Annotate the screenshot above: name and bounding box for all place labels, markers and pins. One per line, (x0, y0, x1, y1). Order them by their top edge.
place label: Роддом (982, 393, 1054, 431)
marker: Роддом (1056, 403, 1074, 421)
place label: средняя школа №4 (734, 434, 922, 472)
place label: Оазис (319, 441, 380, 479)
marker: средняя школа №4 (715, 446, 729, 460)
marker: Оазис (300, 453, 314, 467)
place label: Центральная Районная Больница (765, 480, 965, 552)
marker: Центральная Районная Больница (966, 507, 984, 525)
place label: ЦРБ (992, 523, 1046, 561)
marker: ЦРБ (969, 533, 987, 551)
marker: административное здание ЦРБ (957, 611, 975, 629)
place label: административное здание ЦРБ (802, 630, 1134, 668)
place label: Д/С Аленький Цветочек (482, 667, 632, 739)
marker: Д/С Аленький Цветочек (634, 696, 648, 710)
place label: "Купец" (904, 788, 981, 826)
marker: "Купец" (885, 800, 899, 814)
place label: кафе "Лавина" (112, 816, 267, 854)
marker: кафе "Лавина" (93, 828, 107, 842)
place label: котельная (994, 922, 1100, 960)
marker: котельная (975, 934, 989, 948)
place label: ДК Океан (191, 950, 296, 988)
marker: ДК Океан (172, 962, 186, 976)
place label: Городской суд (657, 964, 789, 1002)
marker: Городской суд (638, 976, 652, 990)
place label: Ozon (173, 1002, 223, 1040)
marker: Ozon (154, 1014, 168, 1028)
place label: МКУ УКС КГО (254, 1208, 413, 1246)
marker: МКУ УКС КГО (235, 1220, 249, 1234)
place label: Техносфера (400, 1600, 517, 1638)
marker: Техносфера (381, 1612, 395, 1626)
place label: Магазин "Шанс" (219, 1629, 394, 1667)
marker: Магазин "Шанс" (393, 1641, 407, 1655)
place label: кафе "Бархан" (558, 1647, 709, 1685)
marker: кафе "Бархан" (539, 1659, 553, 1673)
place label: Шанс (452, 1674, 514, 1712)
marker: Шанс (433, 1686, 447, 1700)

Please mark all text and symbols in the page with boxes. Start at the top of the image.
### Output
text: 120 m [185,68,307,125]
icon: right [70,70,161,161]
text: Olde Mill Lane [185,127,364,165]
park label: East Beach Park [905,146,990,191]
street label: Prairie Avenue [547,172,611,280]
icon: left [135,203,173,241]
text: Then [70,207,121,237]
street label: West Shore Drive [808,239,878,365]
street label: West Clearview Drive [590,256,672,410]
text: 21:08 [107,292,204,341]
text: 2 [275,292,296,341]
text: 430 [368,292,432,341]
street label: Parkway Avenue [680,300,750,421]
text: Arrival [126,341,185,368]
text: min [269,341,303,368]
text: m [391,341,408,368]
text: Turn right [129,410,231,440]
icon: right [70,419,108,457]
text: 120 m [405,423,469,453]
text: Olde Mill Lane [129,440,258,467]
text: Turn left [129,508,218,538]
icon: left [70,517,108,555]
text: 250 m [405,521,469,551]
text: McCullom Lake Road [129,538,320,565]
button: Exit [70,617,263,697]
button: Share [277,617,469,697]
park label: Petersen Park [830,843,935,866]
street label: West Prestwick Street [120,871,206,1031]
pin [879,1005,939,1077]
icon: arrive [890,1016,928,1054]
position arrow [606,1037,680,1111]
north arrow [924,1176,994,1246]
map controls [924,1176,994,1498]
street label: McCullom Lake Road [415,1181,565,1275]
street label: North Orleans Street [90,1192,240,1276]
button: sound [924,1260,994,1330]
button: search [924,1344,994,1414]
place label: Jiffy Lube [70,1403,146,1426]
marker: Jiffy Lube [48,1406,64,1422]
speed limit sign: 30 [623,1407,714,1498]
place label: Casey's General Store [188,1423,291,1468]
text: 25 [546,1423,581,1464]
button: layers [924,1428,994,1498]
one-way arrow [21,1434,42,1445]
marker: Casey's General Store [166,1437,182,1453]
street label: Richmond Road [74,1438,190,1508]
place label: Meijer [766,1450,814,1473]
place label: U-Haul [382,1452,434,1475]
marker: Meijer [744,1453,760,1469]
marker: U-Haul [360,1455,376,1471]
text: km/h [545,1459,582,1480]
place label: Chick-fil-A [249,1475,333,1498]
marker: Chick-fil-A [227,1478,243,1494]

= = = =

To do >>
Report every line of the records that contains the word "Casey".

Answer to this task >>
place label: Casey's General Store [188,1423,291,1468]
marker: Casey's General Store [166,1437,182,1453]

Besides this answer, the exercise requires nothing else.